Stored data:
-=-=-=-=-
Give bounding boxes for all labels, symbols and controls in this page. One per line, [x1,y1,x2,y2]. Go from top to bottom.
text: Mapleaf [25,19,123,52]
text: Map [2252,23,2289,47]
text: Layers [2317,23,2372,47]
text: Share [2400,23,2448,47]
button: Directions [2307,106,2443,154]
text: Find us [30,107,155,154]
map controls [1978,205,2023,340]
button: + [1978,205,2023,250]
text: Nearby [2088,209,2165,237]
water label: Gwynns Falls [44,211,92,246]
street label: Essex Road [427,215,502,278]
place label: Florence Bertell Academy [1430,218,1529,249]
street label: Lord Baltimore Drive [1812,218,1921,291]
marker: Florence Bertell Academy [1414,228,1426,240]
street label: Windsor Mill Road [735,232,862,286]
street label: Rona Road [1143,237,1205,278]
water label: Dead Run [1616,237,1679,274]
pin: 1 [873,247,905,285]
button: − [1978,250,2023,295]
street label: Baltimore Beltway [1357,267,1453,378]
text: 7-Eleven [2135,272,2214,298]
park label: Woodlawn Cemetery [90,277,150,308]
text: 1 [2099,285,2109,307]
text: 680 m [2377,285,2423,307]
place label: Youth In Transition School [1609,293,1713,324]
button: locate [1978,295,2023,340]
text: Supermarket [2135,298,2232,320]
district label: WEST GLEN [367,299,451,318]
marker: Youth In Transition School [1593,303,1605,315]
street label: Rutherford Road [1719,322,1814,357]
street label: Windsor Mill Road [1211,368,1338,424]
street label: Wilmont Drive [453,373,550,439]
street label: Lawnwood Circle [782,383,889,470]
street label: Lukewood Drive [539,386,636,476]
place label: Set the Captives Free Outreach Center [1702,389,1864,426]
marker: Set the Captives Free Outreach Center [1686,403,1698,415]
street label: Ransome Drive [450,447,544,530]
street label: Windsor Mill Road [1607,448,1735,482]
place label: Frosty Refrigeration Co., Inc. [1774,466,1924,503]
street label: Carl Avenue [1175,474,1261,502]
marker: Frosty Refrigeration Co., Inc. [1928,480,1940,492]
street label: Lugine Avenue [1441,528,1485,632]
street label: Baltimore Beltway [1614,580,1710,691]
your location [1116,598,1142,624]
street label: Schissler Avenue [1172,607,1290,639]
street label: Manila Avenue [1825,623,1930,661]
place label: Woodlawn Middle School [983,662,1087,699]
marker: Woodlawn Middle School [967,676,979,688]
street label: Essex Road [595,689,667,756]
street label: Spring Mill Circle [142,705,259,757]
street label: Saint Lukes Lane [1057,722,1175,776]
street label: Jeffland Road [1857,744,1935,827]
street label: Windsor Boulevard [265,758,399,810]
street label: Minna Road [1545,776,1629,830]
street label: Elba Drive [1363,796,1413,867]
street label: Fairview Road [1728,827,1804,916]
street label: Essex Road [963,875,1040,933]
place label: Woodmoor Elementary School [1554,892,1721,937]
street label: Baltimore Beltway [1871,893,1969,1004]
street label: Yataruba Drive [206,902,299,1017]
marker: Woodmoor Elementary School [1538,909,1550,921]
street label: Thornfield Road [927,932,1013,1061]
-=-=-=-=-
* YOUR OBJECTIVE *
Determine the number of lines in the records that include the string "Frosty", and respond with that number only.

* RESULT FOR THIS EXERCISE *
2